Only those lines in the data below from the line containing "M1166 596a9 9 0 1 1 18 0a9 9 0 1 1-18 0Z" through the line containing "M329 805 398 802", both included, should be restated word for word.
[[ WORKING DATA, beginning ]]
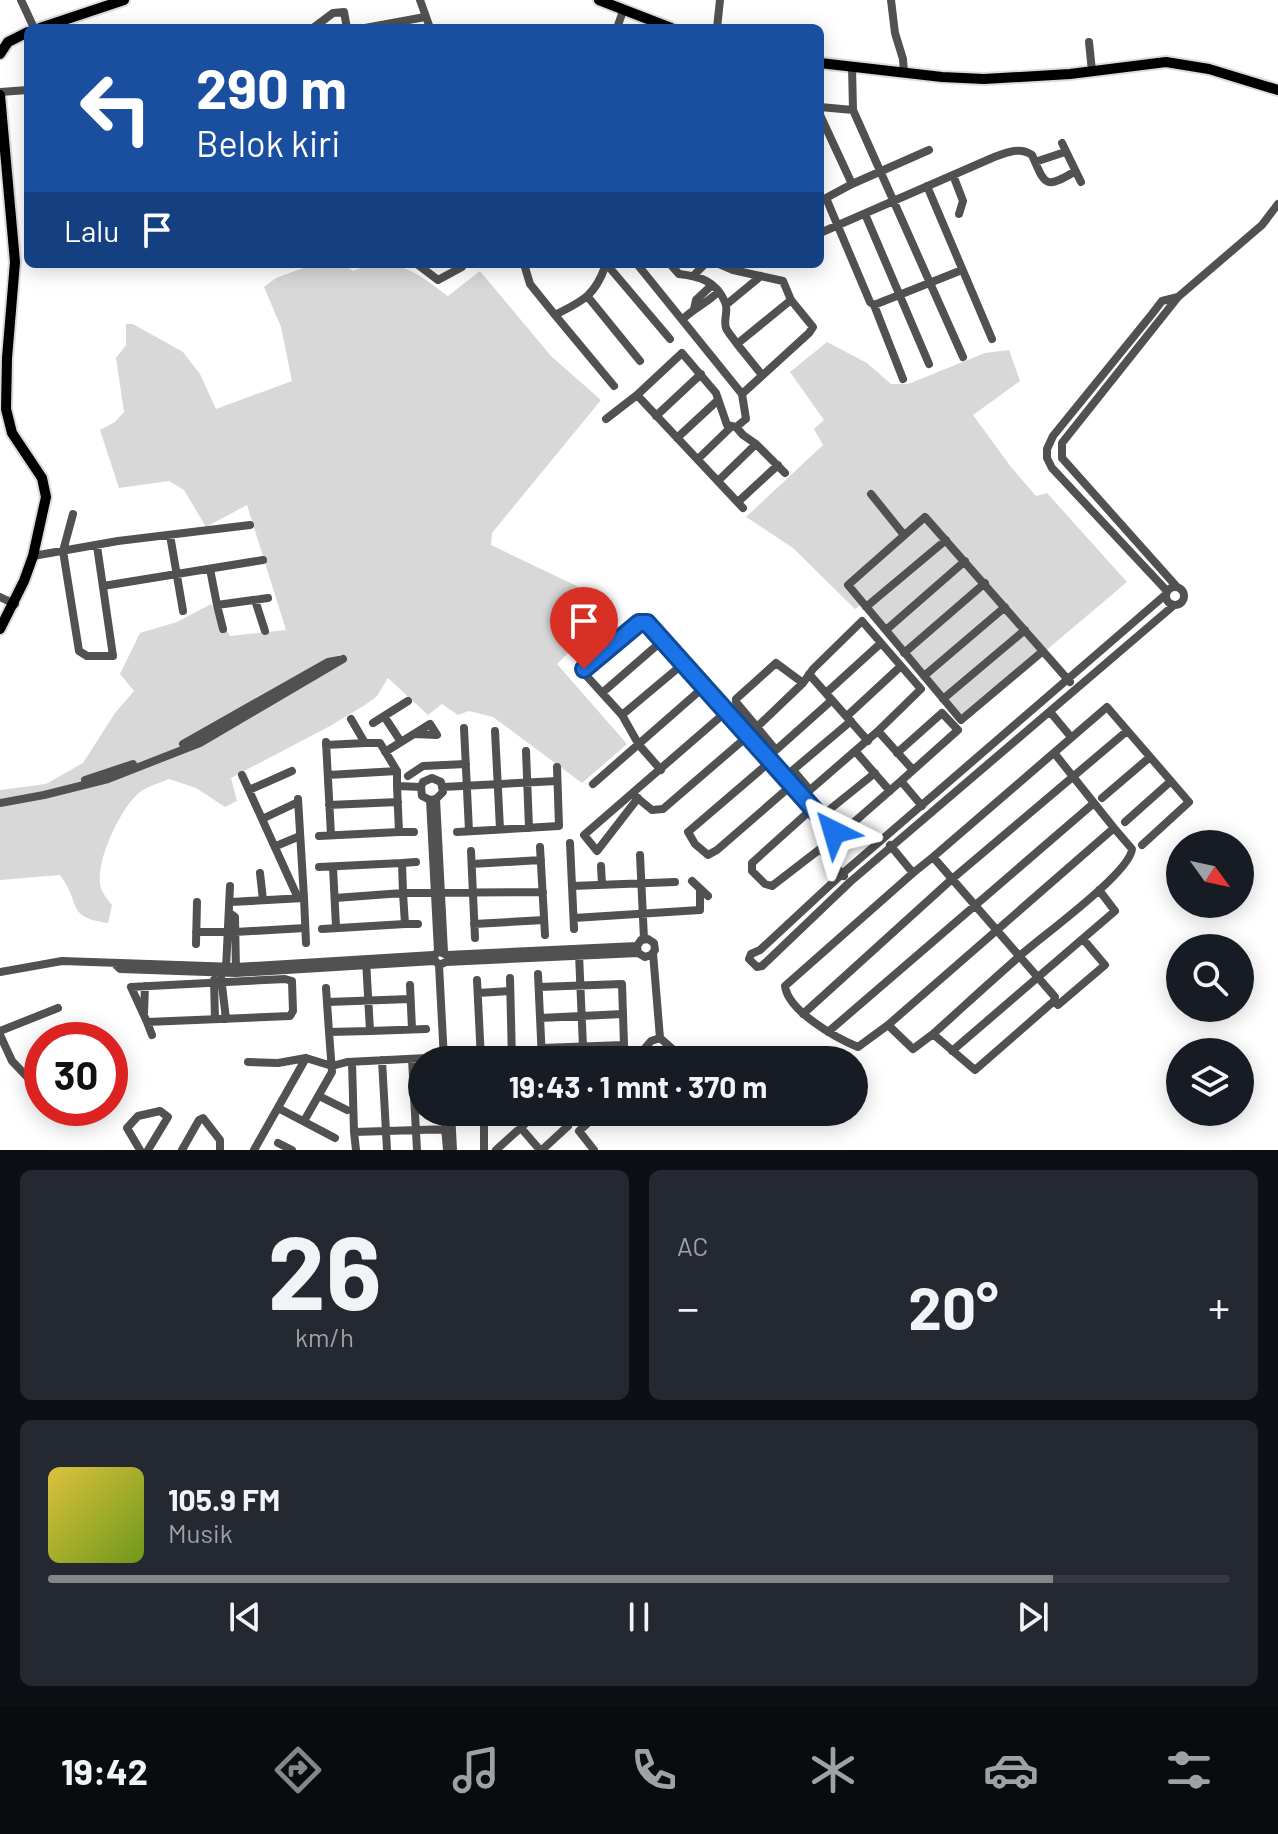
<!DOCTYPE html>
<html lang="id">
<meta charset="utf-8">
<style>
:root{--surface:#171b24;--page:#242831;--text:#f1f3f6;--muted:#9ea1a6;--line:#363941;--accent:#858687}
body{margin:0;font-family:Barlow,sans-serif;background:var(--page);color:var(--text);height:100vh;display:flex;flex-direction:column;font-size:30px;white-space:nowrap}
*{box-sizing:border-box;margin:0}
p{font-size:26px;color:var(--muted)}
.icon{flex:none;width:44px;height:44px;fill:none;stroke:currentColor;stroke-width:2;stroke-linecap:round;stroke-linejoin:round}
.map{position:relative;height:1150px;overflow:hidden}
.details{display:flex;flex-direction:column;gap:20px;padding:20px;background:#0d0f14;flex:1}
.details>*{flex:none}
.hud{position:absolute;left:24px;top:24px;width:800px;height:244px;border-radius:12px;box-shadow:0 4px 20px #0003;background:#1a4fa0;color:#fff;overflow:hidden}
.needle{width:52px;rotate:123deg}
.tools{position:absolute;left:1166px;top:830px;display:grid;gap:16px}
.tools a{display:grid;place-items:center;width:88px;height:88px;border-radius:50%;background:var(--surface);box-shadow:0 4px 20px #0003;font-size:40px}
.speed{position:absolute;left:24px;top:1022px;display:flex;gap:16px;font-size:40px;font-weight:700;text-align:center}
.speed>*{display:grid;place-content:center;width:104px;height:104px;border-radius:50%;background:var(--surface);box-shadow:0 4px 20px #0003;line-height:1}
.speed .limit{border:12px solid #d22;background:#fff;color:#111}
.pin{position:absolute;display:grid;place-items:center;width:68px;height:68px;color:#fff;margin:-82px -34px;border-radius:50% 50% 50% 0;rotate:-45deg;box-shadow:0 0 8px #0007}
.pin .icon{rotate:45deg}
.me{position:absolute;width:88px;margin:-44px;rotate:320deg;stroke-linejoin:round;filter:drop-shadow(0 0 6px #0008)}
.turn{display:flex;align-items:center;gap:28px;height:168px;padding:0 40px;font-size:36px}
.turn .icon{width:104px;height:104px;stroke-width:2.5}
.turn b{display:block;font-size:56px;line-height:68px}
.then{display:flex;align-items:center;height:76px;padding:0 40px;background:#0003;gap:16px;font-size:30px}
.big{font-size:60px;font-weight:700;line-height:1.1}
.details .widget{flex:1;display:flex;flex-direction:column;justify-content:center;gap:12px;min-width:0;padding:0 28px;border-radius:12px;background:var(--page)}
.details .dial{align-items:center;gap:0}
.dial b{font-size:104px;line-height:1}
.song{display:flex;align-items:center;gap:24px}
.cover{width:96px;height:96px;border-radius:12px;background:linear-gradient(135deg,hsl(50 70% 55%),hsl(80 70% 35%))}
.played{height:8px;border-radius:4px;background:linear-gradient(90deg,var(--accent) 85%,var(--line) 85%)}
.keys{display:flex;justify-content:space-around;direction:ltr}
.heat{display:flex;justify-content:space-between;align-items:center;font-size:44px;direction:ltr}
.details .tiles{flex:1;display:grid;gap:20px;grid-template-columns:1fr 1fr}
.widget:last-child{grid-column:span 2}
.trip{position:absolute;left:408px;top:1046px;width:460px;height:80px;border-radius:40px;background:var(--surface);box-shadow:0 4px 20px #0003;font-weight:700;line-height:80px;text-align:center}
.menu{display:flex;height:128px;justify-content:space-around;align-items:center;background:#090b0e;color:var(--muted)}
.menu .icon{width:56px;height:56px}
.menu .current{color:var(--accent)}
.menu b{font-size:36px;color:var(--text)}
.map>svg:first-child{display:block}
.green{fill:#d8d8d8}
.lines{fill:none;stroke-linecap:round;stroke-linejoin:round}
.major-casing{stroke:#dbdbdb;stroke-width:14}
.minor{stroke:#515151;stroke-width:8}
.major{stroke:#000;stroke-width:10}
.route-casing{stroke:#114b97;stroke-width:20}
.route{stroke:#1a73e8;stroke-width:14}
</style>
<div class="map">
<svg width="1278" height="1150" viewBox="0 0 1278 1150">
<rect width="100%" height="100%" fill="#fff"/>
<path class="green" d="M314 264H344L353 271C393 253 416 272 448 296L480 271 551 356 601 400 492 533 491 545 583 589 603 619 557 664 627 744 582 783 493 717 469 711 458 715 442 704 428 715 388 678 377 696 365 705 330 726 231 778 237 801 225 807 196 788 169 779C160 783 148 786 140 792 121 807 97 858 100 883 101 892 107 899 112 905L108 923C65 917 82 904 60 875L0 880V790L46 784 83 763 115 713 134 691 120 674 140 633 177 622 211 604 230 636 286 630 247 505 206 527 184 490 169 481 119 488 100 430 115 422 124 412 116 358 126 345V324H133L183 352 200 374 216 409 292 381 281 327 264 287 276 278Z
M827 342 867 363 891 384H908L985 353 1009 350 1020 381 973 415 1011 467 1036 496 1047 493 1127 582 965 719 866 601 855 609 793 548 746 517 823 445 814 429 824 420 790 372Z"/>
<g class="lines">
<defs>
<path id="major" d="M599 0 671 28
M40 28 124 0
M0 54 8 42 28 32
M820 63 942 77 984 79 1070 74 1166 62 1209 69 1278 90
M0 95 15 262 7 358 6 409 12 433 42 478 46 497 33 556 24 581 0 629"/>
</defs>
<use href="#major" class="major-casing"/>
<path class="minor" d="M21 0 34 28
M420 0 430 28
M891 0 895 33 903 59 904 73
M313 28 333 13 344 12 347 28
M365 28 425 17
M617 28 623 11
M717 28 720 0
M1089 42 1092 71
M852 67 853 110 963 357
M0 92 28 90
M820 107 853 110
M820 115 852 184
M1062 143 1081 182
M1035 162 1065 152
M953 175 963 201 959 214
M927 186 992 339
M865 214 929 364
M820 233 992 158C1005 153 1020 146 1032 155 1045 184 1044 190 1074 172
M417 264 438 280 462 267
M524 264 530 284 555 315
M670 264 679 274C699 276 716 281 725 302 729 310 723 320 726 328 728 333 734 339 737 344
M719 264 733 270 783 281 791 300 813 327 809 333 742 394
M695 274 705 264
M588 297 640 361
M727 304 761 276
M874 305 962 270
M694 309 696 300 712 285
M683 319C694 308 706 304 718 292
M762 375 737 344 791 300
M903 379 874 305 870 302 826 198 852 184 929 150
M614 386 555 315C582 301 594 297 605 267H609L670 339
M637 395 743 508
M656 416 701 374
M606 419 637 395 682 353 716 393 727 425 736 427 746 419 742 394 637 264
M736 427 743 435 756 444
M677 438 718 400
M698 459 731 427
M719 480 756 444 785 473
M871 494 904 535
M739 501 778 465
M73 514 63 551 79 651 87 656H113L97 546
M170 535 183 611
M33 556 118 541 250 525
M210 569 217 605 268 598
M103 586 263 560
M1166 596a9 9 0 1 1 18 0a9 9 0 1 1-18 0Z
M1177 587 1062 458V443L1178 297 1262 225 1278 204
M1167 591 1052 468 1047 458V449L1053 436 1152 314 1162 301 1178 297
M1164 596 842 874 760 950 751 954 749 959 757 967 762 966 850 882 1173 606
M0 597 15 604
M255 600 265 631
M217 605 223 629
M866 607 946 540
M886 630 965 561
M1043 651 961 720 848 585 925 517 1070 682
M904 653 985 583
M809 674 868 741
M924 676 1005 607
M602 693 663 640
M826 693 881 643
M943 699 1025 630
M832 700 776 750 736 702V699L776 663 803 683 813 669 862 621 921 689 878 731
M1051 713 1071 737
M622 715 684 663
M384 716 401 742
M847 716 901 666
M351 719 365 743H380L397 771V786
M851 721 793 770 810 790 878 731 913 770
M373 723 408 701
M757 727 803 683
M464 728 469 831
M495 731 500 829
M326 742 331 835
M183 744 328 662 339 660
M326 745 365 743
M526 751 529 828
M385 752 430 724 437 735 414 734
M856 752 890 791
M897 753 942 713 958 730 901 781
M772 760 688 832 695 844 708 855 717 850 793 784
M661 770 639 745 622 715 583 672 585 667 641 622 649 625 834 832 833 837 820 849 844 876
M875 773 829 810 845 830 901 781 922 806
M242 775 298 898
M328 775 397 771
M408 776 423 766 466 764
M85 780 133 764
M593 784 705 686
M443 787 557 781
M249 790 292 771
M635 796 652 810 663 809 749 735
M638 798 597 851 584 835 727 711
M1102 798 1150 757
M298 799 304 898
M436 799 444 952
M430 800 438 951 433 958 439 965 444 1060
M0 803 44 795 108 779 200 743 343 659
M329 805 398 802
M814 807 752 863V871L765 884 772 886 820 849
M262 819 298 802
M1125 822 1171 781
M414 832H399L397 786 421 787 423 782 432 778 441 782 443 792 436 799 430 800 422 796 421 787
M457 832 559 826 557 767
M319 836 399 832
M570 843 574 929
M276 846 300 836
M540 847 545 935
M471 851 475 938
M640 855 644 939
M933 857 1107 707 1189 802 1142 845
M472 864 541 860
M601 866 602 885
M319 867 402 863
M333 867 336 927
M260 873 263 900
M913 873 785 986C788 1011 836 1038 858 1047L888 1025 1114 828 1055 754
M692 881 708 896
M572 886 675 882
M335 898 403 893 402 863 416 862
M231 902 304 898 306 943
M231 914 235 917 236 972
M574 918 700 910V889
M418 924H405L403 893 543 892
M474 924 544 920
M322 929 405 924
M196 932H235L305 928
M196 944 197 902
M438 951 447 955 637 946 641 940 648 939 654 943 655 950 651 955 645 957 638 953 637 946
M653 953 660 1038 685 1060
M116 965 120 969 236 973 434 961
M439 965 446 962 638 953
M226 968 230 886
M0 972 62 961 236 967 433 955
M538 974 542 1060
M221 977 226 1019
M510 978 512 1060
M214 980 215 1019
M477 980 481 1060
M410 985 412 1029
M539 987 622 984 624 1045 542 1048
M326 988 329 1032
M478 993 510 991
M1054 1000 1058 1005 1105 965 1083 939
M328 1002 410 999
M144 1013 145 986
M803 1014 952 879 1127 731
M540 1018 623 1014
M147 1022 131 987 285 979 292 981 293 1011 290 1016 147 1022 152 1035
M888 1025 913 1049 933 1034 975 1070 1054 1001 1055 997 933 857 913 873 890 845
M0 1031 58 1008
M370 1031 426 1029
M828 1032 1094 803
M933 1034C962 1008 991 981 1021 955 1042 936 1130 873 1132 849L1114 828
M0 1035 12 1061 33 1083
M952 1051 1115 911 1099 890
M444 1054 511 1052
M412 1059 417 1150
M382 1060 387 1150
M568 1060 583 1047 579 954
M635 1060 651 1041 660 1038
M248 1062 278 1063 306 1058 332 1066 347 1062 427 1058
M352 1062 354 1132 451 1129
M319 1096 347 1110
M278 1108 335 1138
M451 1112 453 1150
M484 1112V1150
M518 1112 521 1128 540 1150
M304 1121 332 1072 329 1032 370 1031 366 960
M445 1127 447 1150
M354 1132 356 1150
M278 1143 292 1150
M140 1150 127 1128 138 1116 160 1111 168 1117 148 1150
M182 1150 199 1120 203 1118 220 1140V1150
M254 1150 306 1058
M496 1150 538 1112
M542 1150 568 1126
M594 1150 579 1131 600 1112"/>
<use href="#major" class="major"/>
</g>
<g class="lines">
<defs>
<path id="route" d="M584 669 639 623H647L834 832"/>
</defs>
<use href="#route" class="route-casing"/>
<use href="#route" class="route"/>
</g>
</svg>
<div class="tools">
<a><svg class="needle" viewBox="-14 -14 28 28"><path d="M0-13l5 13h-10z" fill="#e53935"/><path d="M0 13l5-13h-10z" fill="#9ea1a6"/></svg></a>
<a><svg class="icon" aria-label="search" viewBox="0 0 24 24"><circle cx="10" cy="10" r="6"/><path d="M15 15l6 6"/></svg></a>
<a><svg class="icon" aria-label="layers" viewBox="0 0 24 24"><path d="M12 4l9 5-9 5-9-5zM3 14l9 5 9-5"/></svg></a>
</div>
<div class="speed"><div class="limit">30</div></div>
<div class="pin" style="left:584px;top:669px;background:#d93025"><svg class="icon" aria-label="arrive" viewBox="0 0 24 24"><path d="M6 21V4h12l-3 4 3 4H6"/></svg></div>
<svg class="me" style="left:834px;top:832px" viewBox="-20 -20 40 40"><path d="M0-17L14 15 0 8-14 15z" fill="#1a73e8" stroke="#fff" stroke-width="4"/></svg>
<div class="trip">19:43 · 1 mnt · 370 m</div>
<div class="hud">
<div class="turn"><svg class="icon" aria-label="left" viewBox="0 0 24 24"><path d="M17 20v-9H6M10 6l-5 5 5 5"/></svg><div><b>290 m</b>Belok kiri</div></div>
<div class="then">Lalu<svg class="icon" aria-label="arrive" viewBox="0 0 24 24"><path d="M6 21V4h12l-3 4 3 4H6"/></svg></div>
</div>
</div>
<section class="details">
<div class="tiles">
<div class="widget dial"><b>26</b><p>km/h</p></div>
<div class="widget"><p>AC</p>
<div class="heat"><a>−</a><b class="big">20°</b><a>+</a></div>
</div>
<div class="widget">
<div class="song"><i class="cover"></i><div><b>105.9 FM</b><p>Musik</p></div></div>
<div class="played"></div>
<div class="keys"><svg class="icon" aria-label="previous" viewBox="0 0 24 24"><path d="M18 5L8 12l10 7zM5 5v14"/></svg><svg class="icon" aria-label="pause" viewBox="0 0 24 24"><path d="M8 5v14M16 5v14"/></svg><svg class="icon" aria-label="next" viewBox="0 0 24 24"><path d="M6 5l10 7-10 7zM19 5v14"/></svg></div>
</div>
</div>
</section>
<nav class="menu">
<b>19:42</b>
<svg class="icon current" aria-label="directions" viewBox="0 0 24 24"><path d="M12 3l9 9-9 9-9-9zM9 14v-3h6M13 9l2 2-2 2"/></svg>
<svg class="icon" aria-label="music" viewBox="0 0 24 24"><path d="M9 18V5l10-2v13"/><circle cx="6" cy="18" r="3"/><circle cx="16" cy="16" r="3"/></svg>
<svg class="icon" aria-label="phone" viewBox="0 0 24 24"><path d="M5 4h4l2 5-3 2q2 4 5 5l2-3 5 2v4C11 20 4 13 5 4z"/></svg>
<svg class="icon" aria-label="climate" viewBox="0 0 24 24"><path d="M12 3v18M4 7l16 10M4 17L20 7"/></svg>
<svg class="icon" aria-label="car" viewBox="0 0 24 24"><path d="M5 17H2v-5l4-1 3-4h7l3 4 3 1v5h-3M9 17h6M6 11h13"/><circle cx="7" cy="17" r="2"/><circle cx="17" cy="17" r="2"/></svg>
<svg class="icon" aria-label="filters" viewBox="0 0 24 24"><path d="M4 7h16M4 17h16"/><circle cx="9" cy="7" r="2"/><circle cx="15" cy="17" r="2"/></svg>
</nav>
[[ WORKING DATA, end ]]
ANSWER BOX
M1166 596a9 9 0 1 1 18 0a9 9 0 1 1-18 0Z
M1177 587 1062 458V443L1178 297 1262 225 1278 204
M1167 591 1052 468 1047 458V449L1053 436 1152 314 1162 301 1178 297
M1164 596 842 874 760 950 751 954 749 959 757 967 762 966 850 882 1173 606
M0 597 15 604
M255 600 265 631
M217 605 223 629
M866 607 946 540
M886 630 965 561
M1043 651 961 720 848 585 925 517 1070 682
M904 653 985 583
M809 674 868 741
M924 676 1005 607
M602 693 663 640
M826 693 881 643
M943 699 1025 630
M832 700 776 750 736 702V699L776 663 803 683 813 669 862 621 921 689 878 731
M1051 713 1071 737
M622 715 684 663
M384 716 401 742
M847 716 901 666
M351 719 365 743H380L397 771V786
M851 721 793 770 810 790 878 731 913 770
M373 723 408 701
M757 727 803 683
M464 728 469 831
M495 731 500 829
M326 742 331 835
M183 744 328 662 339 660
M326 745 365 743
M526 751 529 828
M385 752 430 724 437 735 414 734
M856 752 890 791
M897 753 942 713 958 730 901 781
M772 760 688 832 695 844 708 855 717 850 793 784
M661 770 639 745 622 715 583 672 585 667 641 622 649 625 834 832 833 837 820 849 844 876
M875 773 829 810 845 830 901 781 922 806
M242 775 298 898
M328 775 397 771
M408 776 423 766 466 764
M85 780 133 764
M593 784 705 686
M443 787 557 781
M249 790 292 771
M635 796 652 810 663 809 749 735
M638 798 597 851 584 835 727 711
M1102 798 1150 757
M298 799 304 898
M436 799 444 952
M430 800 438 951 433 958 439 965 444 1060
M0 803 44 795 108 779 200 743 343 659
M329 805 398 802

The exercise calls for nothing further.